In New York, Ishigaki continued his art studies, attending John Sloan's evening class at the Arts Student League and eventually completing his studies there in 1918. Ishigaki was part of a network of Japanese emigre artists in New York, with whom he exhibited together. In 1922 he was part of the Exhibition of Paintings and Sculptures by the Japanese Artists Society of New York City in the Civic Club, today's New York Estonian House. Then, in 1927, he showed works in The First Annual Exhibition of Paintings and Sculptures by Japanese Artists in New York.

Ishigaki was involved in several projects within the Federal Art Project of the Works Progress Administration (WPA). In this context, from 1936, he created two murals in the Harlem Courthouse with the titles The Spirit of 1776 and Emancipation of Negro Slaves, which showed America's independence and the liberation of slaves and were controversially discussed. Among other things, the skin color of Abraham Lincoln was perceived as too dark, and the facial expression of George Washington was also criticized.
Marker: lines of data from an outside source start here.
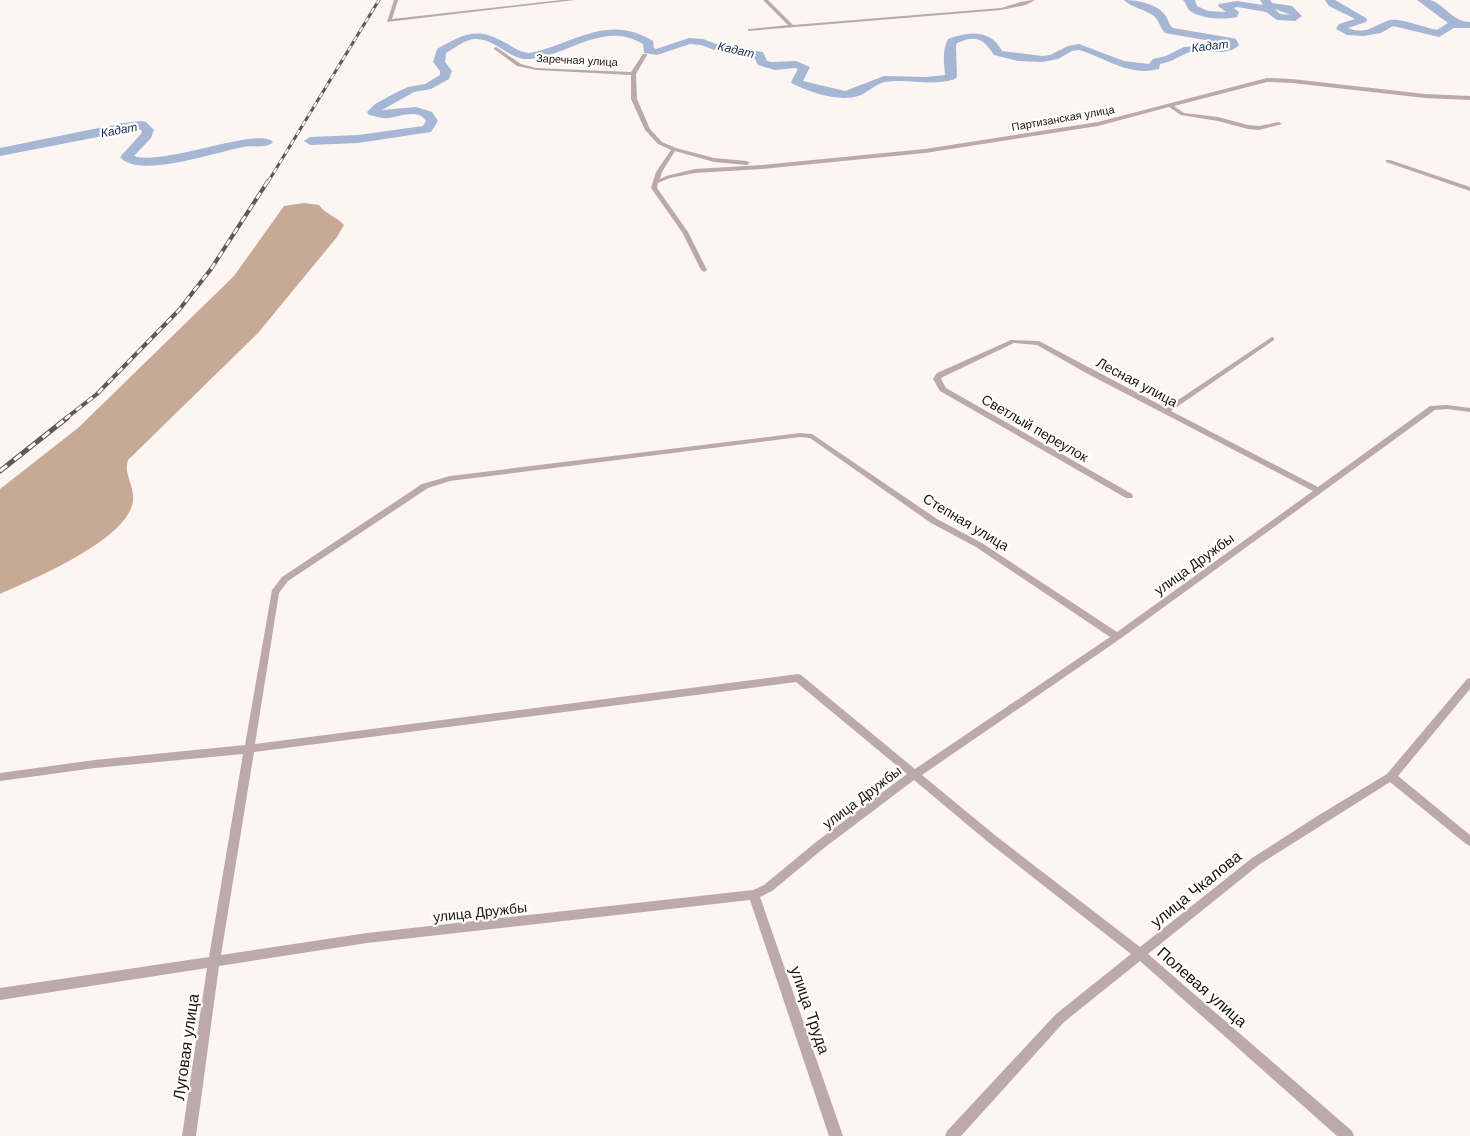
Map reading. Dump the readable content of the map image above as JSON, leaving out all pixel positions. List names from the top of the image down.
{
  "streets": {
    "street": [
      "Заречная улица",
      "Партизанская улица",
      "Лесная улица",
      "Светлый переулок",
      "Степная улица",
      "улица Дружбы",
      "улица Чкалова",
      "Полевая улица",
      "улица Труда",
      "Луговая улица"
    ]
  },
  "crossings": [
    ["Заречная улица", "Партизанская улица"],
    ["Лесная улица", "Светлый переулок"],
    ["Лесная улица", "улица Дружбы"],
    ["Степная улица", "улица Дружбы"],
    ["Степная улица", "Луговая улица"],
    ["улица Дружбы", "Полевая улица"],
    ["улица Дружбы", "улица Труда"],
    ["улица Дружбы", "Луговая улица"],
    ["улица Чкалова", "Полевая улица"],
    ["Полевая улица", "Луговая улица"]
  ],
  "water": ["Кадат"]
}
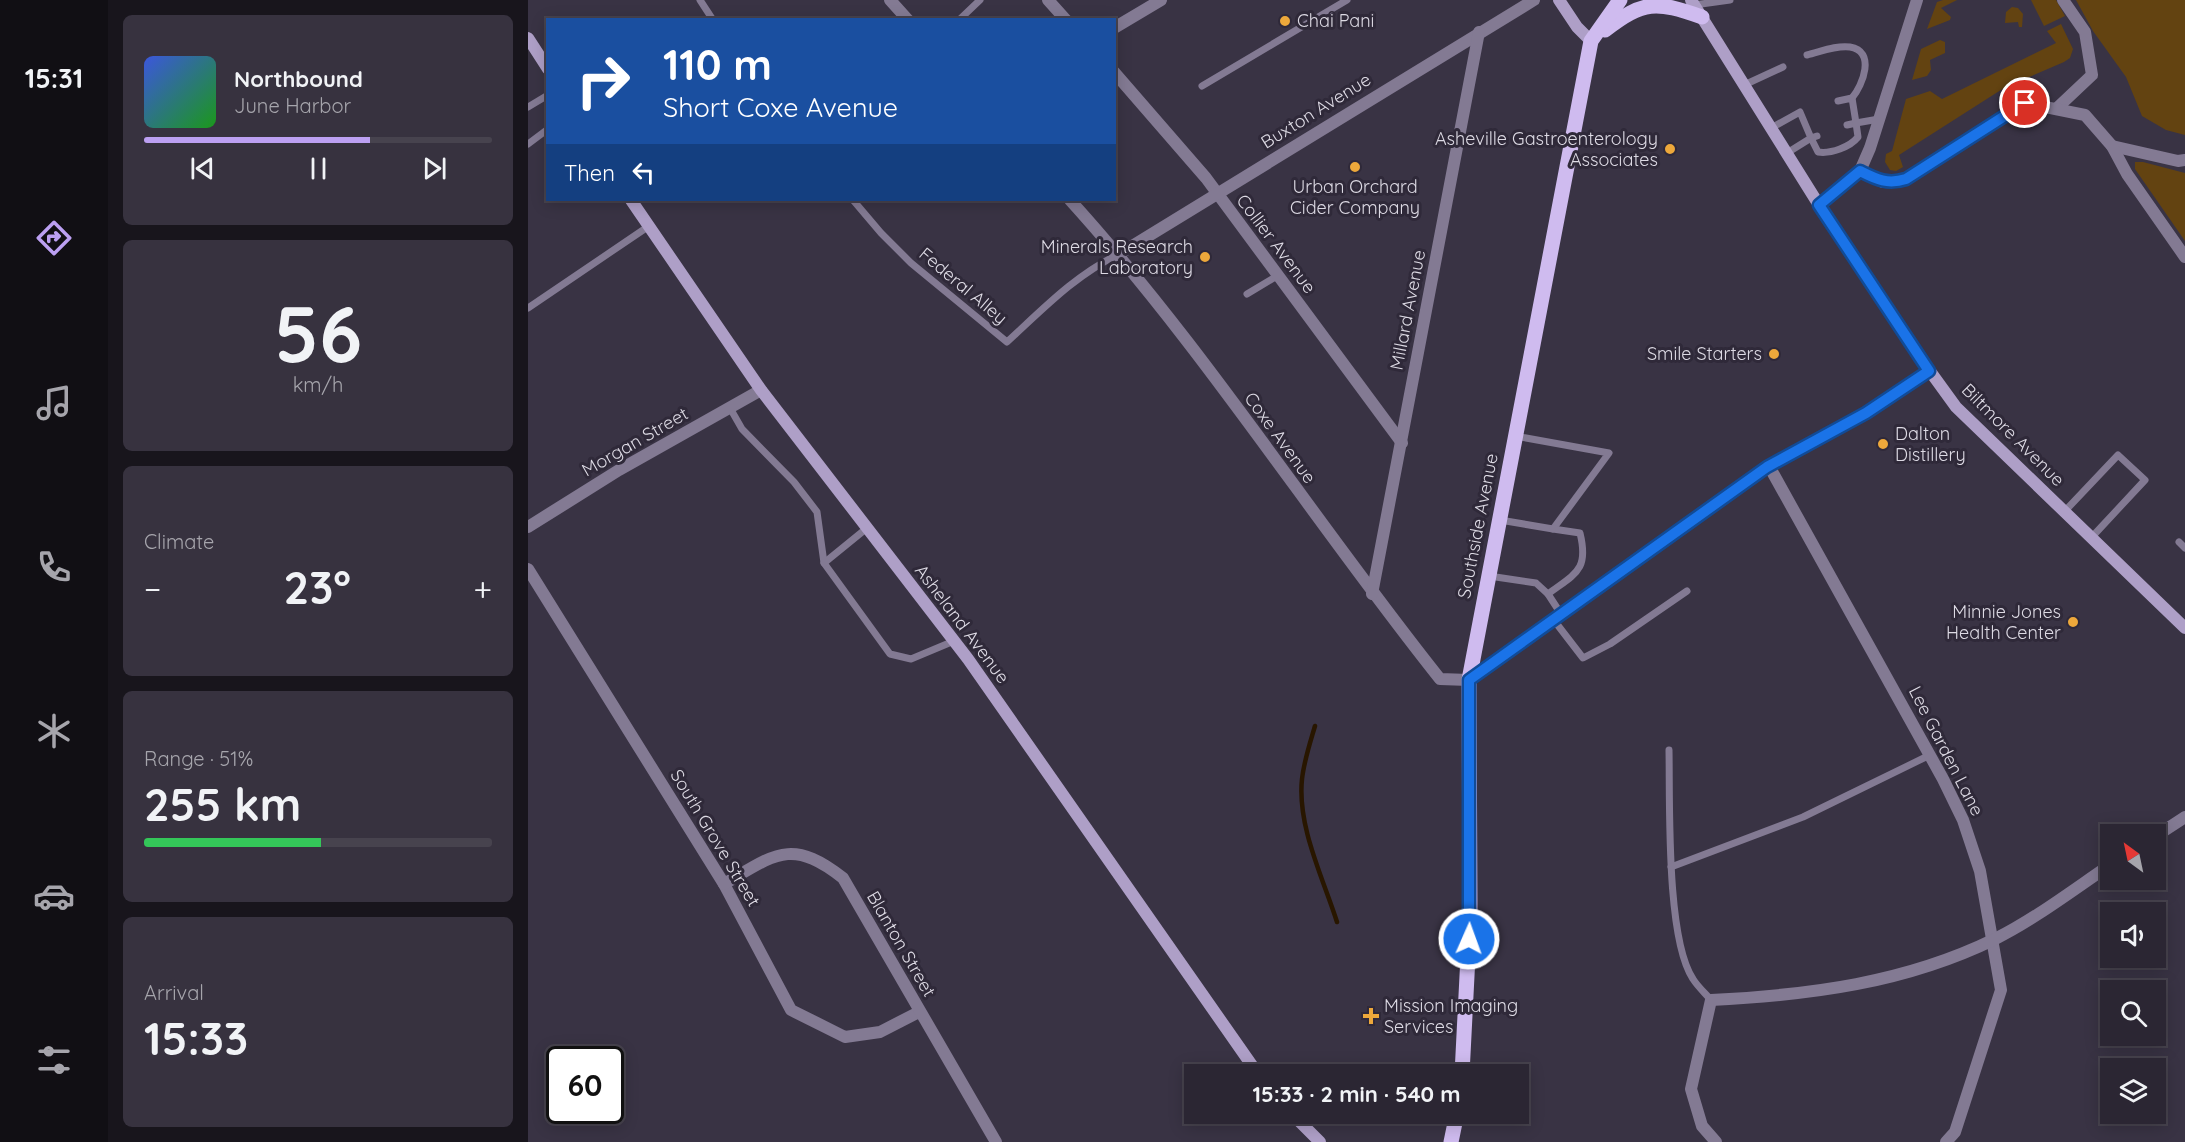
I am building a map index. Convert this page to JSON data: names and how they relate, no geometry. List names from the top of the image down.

This kind of criticism was racially based, directed as much at the creator himself as the painting. Because the presentation of his controversial paintings in 1938 had led to considerable criticism, the New York City Council ruled his murals offensive and they were eventually destroyed in 1941. While Ishigaki was still working on the murals in the Harlem Courthouse, he was fired from the Federal Art Project together with other emigre artists in July 1937 because they were not American citizens. Later Ishigaki stated: "I have lived in this country for thirty years, but because Orientals cannot become citizens, they have taken our only means of livelihood from us. Though we live like other Americans—have been educated here, pay taxes, and have the same stomachs as American citizens—we are not allowed to become naturalized. You can see how unfair the whole thing is." Ishigaki created politically engaged paintings that dealt with the struggle of the workers for their rights and racism in the United States. They were regularly exhibited in the 1920s, but only sporadically in the 1930s and 1940s. In the 1930s, Ishigaki was active in the American Artists' Congress, in whose exhibitions he showed works from 1936 to 1940. In 1936 he also exhibited at the Exhibition by Japanese Artists in New York in the ACA Gallery, which also showed Ishigaki's solo exhibitions in the same year and 1940. His painting, Man on the Horse (1932), depicted a plain-clothed Chinese guerrilla confronting the Japanese army, heavily equipped with airplanes and warships. His other painting, Flight (1937), depicted two Chinese women escaping Japanese bombing, running with three children past one man lying dead on the ground.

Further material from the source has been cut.